Nicola Mingazzini (born 13 August 1980) is an Italian former footballer who last played as a midfielder for Lucchese.

==Football career==
Mingazzini started his career at Ravenna of Serie B. He then left for Spezia of Serie C2, and followed the team promoted to Serie C1 in summer 2000.

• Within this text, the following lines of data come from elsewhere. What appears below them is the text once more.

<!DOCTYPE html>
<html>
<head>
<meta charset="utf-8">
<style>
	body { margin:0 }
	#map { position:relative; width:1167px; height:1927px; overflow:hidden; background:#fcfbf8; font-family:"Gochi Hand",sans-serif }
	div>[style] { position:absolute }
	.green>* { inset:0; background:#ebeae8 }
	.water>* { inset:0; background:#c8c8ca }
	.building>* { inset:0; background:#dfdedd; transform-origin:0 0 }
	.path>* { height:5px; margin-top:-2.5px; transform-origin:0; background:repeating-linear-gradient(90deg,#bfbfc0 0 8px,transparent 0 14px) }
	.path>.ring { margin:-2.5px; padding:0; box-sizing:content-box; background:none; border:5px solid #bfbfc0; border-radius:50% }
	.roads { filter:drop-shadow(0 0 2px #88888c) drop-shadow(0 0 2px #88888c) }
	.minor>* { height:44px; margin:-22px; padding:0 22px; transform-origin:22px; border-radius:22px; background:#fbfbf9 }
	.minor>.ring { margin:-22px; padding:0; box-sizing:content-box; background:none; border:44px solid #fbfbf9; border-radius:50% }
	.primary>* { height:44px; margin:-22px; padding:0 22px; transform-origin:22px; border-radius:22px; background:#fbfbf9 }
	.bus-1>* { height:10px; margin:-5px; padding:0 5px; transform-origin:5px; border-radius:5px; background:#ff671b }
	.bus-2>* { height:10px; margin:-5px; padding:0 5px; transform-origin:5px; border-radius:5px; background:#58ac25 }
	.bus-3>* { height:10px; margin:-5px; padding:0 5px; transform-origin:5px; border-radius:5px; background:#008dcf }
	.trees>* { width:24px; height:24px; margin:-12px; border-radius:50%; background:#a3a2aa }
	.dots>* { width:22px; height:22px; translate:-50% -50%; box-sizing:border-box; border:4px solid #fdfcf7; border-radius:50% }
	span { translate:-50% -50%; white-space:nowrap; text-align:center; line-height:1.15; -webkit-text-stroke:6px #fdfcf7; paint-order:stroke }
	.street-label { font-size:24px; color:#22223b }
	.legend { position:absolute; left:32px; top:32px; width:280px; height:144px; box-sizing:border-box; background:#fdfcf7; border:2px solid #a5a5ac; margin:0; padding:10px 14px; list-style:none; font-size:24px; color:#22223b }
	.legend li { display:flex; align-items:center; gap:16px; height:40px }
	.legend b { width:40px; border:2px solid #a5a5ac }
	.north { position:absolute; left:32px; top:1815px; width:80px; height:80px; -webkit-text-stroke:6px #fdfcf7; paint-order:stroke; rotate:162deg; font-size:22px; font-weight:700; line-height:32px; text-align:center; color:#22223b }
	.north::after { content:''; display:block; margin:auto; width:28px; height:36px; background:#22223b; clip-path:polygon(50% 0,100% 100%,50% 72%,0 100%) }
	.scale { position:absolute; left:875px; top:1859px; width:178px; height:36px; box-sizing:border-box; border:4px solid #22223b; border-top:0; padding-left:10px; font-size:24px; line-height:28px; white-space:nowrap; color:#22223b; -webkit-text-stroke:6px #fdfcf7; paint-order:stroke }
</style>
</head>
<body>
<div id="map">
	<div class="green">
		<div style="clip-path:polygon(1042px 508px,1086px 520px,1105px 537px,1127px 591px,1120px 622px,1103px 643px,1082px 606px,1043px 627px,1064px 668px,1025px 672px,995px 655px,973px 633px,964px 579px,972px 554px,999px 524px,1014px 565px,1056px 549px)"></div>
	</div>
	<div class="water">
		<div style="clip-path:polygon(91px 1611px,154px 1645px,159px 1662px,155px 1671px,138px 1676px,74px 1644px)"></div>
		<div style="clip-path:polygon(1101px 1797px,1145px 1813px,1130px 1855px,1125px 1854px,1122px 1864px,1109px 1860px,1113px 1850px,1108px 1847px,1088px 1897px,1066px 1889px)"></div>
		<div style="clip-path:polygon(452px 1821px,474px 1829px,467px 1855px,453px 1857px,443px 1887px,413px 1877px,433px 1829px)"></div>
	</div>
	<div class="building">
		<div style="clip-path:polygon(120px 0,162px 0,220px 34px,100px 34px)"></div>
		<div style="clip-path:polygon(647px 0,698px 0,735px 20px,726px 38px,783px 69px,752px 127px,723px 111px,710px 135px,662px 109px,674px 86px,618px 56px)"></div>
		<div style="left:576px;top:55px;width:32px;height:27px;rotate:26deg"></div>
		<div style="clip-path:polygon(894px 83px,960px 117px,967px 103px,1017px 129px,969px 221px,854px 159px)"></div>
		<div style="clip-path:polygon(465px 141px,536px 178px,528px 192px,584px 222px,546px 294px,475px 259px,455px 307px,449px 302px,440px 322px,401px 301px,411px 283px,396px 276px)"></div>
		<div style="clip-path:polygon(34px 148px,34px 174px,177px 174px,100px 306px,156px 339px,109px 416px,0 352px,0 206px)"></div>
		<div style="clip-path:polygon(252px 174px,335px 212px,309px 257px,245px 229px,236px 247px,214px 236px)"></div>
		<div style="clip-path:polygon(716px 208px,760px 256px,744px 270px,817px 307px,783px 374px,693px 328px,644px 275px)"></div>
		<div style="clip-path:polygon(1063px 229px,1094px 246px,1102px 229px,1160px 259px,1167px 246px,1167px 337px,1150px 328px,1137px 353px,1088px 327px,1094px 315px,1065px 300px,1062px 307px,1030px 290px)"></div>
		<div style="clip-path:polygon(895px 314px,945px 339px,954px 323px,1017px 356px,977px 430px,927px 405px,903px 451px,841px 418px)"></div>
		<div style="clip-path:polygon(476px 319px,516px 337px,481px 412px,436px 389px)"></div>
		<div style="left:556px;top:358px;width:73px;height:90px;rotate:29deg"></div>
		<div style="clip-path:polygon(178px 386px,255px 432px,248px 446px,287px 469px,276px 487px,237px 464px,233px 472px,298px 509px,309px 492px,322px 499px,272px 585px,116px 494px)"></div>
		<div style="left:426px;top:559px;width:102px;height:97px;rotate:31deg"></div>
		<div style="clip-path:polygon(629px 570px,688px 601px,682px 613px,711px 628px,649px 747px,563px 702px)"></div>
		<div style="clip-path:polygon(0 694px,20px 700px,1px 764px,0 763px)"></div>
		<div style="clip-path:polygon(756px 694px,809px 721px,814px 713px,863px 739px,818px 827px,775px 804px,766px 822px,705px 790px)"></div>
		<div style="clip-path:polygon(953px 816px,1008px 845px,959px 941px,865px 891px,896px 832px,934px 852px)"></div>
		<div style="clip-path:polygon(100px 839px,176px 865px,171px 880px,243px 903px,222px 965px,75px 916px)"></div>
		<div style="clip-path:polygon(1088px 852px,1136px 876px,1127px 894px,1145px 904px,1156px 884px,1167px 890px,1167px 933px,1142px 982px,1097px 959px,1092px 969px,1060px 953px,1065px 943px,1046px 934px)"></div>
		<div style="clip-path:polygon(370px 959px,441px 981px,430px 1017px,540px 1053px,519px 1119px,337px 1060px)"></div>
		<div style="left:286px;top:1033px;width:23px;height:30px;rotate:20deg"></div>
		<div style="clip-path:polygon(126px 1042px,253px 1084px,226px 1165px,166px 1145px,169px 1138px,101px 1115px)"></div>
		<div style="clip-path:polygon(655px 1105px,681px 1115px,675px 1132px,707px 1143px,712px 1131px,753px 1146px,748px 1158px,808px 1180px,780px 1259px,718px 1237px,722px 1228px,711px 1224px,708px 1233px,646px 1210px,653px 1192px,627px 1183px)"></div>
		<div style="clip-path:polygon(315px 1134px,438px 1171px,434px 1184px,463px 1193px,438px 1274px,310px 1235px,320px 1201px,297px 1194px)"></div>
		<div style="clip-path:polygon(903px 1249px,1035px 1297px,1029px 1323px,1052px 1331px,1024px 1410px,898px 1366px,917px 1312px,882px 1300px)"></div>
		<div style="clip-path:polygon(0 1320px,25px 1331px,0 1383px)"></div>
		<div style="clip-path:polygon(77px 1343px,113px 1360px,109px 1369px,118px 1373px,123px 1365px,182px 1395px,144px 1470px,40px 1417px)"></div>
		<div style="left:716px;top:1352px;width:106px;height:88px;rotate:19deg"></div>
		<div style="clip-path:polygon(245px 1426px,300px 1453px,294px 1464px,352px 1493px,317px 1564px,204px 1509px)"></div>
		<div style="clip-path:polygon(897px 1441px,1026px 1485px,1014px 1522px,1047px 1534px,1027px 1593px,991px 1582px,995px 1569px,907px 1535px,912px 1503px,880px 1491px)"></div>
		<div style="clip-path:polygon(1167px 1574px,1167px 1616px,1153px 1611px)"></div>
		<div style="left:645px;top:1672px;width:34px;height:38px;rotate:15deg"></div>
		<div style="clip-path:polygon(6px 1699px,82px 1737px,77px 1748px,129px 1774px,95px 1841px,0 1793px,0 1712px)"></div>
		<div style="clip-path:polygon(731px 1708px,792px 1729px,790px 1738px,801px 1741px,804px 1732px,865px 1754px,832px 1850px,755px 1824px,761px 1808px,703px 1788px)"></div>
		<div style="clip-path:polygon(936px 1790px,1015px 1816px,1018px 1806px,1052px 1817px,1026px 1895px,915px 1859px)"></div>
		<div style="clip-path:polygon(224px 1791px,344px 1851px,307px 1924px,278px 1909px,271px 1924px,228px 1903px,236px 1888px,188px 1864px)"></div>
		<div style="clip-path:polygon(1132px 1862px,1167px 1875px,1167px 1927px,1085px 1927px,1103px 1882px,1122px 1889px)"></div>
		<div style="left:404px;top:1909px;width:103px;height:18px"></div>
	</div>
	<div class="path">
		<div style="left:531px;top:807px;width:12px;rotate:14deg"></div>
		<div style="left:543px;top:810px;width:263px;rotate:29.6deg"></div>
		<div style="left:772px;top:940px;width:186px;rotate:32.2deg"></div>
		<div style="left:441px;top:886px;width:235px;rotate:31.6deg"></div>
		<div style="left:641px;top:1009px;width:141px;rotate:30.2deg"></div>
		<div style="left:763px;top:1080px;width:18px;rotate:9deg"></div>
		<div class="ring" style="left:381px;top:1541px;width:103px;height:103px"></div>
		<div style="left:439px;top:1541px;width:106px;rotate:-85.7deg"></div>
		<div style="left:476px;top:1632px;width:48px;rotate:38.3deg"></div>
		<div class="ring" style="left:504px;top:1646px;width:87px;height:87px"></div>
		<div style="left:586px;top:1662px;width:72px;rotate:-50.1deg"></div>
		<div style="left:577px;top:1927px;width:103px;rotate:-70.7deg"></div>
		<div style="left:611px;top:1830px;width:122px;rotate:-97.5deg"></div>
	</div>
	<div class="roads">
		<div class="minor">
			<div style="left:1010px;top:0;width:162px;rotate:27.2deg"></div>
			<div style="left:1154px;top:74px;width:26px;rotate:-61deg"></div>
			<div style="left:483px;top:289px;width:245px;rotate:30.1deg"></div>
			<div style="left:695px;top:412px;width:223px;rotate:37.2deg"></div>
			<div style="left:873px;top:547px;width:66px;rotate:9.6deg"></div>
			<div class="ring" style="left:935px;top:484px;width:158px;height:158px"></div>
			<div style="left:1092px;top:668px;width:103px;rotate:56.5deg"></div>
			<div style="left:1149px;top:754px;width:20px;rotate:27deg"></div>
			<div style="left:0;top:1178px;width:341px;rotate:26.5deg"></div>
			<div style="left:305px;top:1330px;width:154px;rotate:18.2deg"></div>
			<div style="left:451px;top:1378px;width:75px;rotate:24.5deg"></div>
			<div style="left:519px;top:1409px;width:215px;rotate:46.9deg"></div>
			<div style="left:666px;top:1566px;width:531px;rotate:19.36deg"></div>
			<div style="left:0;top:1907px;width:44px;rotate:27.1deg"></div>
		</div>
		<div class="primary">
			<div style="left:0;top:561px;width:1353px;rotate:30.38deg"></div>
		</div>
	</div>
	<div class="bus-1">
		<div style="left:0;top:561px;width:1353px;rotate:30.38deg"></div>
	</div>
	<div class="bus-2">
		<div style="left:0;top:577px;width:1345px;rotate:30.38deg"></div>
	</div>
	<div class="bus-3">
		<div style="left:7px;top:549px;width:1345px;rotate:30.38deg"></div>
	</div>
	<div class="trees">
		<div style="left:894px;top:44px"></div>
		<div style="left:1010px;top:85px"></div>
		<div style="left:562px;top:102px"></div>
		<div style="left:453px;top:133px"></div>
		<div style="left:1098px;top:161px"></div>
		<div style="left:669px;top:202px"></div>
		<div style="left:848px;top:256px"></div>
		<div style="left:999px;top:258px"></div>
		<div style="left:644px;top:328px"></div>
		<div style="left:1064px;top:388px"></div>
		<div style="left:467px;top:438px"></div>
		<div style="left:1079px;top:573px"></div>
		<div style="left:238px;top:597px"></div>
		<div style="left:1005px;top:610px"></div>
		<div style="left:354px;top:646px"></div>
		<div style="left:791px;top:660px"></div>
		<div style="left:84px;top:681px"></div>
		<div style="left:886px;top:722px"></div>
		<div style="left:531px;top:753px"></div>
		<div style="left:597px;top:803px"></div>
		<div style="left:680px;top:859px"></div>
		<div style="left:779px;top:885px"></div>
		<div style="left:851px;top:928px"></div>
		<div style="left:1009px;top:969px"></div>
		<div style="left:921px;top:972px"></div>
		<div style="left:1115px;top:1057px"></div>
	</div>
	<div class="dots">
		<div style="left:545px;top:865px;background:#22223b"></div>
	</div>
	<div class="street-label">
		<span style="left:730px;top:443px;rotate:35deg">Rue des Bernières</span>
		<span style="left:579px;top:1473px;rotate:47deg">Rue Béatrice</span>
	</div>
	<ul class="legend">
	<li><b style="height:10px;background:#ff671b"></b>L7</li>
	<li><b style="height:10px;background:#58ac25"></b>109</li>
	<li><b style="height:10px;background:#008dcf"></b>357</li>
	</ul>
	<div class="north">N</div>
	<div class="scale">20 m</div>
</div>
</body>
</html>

He then signed by Atalanta of Serie B in summer 2003. He followed the team promoted to Serie A in summer 2004. He made his Serie A debut against Juventus FC on 19 September 2004. After played first half of 2005/2006 Serie B season for Atalanta, Mingazzini left for Bologna.
On 12 June 2018 he will become coach of the Atalanta.